DIRECTIONS FOR THIS TASK: Only one stretch of the data below is wanted: the lines starting at the one with "-38,-48 -6,-33 -77,10v-85z" and ending at the one with "M92,967l12,47h-83l-7,-27z", both included, given again exactly.

Extracted records:
Content starts
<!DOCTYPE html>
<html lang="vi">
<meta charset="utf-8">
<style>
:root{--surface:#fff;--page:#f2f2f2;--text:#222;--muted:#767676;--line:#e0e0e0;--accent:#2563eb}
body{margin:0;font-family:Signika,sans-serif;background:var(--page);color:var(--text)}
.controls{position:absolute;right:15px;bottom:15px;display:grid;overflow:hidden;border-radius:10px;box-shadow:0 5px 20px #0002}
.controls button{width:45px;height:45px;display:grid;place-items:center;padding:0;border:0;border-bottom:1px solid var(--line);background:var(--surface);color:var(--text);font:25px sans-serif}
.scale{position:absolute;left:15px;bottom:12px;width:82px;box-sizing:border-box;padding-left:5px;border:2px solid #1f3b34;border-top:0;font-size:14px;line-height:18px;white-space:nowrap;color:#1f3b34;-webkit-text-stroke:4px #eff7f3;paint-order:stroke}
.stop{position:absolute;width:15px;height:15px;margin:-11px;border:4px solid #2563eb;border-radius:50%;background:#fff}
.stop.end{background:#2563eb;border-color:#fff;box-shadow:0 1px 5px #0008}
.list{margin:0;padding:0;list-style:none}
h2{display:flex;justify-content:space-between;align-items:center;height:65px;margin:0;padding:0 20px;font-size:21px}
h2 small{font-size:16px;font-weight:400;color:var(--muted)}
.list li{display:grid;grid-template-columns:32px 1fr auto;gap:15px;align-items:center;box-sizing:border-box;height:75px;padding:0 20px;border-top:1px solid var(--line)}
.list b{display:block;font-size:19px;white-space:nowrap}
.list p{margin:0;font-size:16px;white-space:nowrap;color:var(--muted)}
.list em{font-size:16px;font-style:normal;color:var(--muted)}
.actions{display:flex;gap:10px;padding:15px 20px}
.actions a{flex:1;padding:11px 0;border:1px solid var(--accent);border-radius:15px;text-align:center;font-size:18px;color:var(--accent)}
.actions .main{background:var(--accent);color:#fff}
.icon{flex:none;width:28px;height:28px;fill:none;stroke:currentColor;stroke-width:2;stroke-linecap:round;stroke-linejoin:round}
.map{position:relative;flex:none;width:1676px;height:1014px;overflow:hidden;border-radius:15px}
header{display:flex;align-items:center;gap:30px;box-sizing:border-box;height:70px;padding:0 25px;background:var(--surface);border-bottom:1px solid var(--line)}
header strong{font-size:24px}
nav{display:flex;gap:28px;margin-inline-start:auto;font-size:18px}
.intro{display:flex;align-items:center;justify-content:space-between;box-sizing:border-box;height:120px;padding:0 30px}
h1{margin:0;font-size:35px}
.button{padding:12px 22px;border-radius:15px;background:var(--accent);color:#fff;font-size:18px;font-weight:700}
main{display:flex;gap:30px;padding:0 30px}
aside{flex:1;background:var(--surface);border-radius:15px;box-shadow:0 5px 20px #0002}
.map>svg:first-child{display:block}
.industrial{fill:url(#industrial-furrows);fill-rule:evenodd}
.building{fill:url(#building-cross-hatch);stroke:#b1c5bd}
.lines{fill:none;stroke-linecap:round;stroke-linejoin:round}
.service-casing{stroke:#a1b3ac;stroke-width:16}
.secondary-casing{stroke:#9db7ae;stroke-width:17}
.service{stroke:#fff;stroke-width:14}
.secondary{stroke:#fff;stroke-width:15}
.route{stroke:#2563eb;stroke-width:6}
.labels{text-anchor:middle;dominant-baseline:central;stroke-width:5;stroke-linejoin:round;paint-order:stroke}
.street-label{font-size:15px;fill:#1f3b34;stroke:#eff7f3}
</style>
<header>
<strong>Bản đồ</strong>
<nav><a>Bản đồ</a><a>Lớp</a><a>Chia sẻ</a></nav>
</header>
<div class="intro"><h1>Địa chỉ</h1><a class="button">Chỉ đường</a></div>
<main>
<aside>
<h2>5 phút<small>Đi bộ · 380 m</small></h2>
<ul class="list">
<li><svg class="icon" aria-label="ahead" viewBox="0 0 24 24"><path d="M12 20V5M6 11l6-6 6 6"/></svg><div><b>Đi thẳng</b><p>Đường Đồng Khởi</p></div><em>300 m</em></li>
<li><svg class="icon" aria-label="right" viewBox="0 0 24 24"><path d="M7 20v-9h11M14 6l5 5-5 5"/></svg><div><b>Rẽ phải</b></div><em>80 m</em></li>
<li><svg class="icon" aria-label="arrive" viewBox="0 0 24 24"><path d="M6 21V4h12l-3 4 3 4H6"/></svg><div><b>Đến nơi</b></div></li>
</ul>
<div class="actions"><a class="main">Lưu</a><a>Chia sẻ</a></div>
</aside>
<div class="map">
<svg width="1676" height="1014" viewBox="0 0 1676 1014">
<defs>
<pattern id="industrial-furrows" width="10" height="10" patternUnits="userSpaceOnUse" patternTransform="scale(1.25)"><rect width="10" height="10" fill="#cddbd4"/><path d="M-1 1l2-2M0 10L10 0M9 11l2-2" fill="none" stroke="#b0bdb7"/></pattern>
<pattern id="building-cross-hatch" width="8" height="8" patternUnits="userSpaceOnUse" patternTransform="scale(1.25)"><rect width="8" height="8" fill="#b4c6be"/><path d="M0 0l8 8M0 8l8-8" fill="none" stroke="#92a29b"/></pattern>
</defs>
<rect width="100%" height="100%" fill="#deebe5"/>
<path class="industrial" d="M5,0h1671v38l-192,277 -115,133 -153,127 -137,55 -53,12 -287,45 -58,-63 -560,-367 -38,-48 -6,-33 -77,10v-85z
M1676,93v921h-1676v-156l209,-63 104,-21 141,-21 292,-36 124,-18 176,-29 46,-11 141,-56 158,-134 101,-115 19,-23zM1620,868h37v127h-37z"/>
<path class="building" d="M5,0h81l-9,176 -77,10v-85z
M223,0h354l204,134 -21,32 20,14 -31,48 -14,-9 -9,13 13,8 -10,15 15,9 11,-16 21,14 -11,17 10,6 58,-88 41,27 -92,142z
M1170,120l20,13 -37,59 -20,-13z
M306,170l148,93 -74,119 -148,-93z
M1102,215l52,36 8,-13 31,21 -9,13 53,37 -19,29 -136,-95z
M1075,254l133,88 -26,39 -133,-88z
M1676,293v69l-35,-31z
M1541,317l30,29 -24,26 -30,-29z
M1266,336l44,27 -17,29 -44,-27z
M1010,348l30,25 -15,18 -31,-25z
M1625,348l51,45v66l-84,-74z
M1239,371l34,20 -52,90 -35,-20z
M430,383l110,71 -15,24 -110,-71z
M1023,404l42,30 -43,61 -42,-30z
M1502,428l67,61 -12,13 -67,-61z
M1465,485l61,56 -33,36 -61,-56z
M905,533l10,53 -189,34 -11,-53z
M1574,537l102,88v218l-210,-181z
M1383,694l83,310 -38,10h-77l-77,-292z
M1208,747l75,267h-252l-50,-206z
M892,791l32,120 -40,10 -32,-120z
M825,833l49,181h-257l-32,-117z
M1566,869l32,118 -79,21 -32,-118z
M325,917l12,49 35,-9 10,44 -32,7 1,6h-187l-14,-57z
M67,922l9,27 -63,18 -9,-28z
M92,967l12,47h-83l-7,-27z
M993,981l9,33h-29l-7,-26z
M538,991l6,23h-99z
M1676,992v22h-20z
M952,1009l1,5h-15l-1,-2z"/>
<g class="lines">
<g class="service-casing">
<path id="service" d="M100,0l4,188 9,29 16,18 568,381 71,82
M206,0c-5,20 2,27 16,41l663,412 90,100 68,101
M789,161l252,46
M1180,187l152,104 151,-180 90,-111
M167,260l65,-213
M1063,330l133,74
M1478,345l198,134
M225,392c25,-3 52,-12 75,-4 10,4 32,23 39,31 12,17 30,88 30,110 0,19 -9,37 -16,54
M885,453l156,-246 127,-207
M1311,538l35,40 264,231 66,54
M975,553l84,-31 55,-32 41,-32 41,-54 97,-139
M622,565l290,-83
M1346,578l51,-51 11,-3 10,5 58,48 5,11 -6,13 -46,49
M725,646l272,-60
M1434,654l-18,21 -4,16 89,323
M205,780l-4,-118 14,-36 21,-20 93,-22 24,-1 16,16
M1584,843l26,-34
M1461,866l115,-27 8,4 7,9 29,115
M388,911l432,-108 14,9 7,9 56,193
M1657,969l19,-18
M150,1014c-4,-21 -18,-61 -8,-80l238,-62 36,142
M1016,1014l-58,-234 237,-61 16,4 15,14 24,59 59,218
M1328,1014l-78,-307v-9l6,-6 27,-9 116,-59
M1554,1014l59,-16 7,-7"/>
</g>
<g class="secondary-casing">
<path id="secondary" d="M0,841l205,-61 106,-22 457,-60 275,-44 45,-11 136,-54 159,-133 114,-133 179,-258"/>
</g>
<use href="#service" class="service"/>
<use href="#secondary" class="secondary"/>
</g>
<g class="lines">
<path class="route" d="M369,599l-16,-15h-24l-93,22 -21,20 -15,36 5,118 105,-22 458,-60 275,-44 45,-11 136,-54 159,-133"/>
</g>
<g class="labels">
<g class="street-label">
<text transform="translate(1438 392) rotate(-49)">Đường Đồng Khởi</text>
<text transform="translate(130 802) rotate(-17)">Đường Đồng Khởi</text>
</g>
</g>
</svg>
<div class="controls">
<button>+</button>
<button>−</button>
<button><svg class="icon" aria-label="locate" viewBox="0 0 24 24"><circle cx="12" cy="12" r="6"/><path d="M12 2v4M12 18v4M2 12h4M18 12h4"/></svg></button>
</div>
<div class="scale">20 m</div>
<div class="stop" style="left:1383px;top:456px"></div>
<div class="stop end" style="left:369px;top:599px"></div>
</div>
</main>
Content ends
RESULT FOR THIS EXERCISE:
<path class="industrial" d="M5,0h1671v38l-192,277 -115,133 -153,127 -137,55 -53,12 -287,45 -58,-63 -560,-367 -38,-48 -6,-33 -77,10v-85z
M1676,93v921h-1676v-156l209,-63 104,-21 141,-21 292,-36 124,-18 176,-29 46,-11 141,-56 158,-134 101,-115 19,-23zM1620,868h37v127h-37z"/>
<path class="building" d="M5,0h81l-9,176 -77,10v-85z
M223,0h354l204,134 -21,32 20,14 -31,48 -14,-9 -9,13 13,8 -10,15 15,9 11,-16 21,14 -11,17 10,6 58,-88 41,27 -92,142z
M1170,120l20,13 -37,59 -20,-13z
M306,170l148,93 -74,119 -148,-93z
M1102,215l52,36 8,-13 31,21 -9,13 53,37 -19,29 -136,-95z
M1075,254l133,88 -26,39 -133,-88z
M1676,293v69l-35,-31z
M1541,317l30,29 -24,26 -30,-29z
M1266,336l44,27 -17,29 -44,-27z
M1010,348l30,25 -15,18 -31,-25z
M1625,348l51,45v66l-84,-74z
M1239,371l34,20 -52,90 -35,-20z
M430,383l110,71 -15,24 -110,-71z
M1023,404l42,30 -43,61 -42,-30z
M1502,428l67,61 -12,13 -67,-61z
M1465,485l61,56 -33,36 -61,-56z
M905,533l10,53 -189,34 -11,-53z
M1574,537l102,88v218l-210,-181z
M1383,694l83,310 -38,10h-77l-77,-292z
M1208,747l75,267h-252l-50,-206z
M892,791l32,120 -40,10 -32,-120z
M825,833l49,181h-257l-32,-117z
M1566,869l32,118 -79,21 -32,-118z
M325,917l12,49 35,-9 10,44 -32,7 1,6h-187l-14,-57z
M67,922l9,27 -63,18 -9,-28z
M92,967l12,47h-83l-7,-27z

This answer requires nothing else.